WORK ORDER: An exact restatement of the entire listing is needed, excluding all images.

SOURCE MATERIAL:
-=-=-=-=-

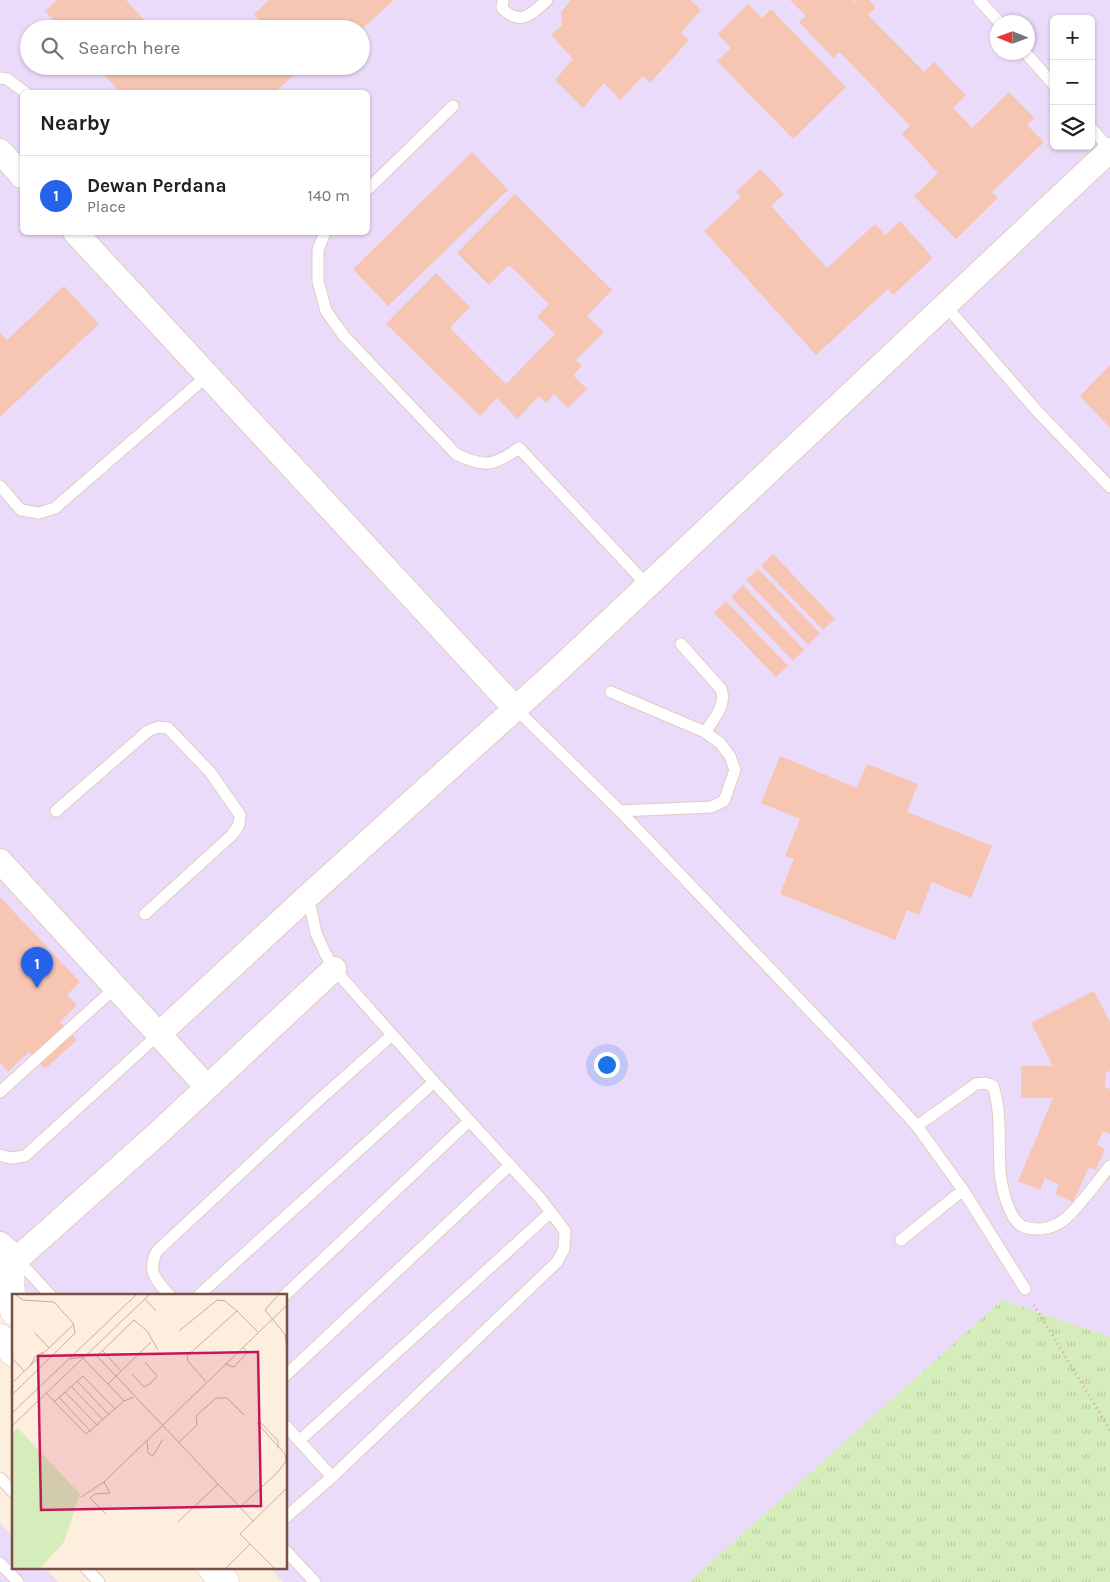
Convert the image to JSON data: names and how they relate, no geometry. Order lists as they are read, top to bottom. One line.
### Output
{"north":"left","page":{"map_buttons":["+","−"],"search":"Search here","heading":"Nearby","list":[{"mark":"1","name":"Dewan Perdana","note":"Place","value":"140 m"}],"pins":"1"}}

-=-=-=-=-

EXERCISE RESPONSE:
Convert the image to JSON data: names and how they relate, no geometry. Order lists as they are read, top to bottom. One line.
### Output
{"north":"left","page":{"map_buttons":["+","−"],"search":"Search here","heading":"Nearby","list":[{"mark":"1","name":"Dewan Perdana","note":"Place","value":"140 m"}],"pins":"1"}}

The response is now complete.